Quinto dato. Quel che l’accordo di Mirafiori toglie alla democrazia sindacale e il ricatto che la insidia basterebbe a motivare un sonoro no da parte dell’opposizione. Quel che toglie alla democrazia italiana, proponendo di vietare lo sciopero e la rappresentanza sindacale a chi non aderisce all’accordo, è inequivocabilmente il diritto di parola. Eppure l’opposizione si fa in pezzi. E persino il governo sembra più subire che gestire il grande pasticcio di Marchionne. Segno che la politica va a rimorchio dell’economia e che questa classe dirigente, sulla crisi italiana, non ha proprio più niente da dire. Il rischio è altissimo.

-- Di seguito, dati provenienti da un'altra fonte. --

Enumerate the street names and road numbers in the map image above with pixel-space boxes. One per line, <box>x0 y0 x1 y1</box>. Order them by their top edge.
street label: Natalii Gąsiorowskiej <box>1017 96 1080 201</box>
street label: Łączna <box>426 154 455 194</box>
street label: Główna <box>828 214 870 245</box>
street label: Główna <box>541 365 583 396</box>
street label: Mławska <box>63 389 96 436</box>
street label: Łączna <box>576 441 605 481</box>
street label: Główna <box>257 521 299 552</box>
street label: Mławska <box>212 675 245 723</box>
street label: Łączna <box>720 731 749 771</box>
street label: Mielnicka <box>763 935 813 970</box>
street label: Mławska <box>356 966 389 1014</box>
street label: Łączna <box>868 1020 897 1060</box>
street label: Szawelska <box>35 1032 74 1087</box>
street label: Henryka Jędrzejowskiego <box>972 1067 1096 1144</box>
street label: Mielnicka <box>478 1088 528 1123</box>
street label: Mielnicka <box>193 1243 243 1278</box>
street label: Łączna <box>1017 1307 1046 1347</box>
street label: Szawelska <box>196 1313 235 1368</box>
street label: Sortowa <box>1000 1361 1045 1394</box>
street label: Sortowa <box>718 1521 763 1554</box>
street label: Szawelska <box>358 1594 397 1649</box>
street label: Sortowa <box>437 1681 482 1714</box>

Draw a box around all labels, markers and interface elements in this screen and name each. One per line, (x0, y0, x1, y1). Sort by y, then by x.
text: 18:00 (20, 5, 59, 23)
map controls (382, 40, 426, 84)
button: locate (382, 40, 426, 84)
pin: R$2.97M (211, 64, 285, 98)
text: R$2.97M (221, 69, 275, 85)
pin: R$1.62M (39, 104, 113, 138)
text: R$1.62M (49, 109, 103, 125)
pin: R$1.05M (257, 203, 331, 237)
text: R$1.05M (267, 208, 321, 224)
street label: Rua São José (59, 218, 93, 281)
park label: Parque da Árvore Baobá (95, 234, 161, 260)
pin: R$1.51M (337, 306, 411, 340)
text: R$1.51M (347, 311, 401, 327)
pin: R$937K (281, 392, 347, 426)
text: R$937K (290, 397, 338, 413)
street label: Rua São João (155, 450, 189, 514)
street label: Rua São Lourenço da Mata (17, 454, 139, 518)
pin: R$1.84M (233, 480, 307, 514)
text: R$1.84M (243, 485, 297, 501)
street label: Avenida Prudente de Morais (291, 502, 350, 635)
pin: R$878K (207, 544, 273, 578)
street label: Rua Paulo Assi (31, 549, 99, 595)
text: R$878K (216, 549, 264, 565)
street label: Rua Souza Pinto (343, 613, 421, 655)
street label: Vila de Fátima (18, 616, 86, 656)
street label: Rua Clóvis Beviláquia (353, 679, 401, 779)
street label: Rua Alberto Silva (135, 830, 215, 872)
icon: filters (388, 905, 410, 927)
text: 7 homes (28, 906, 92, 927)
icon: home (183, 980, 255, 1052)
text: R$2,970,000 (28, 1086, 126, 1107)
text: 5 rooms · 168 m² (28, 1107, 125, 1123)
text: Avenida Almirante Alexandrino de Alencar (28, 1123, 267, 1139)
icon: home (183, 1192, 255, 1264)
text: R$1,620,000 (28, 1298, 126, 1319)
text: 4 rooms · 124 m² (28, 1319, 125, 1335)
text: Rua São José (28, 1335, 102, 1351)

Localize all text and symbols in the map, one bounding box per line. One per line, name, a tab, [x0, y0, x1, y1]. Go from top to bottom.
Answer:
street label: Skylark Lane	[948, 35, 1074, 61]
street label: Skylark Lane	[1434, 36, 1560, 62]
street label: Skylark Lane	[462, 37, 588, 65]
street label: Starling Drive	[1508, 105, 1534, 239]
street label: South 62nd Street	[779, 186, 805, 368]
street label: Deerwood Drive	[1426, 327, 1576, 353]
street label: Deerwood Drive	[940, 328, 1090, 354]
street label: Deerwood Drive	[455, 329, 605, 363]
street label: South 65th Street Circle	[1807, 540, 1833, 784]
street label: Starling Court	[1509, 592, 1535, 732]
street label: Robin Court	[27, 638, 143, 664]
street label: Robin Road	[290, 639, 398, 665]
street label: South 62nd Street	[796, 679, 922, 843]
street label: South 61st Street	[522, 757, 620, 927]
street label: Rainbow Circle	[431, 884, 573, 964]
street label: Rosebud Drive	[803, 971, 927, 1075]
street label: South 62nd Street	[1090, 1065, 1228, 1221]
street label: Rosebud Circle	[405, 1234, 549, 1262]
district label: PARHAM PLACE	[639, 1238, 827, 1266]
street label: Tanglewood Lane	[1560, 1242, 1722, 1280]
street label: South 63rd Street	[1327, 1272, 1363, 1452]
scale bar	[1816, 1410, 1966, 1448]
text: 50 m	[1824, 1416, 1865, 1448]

Ecco perchè anche noi giornalisti dovremmo schierarci, darci da fare per ribaltare le menzogne che platealmente vengono dette e reiterate, parlare, convincere, manifestare con la Fiom il 28 gennaio. Il paese migliore deve stabilire, per così dire, una connessione sentimentale con gli operai che andranno a votare il 13 e 14 gennaio. Sentimentale nel senso di comprendere insieme la posta in gioco. Loro voteranno anche per tutti gli italiani, questo è chiaro. Un paese solidale potrebbe contribuire a farli sentire più liberi nel voto: di tutta la libertà possibile hanno bisogno.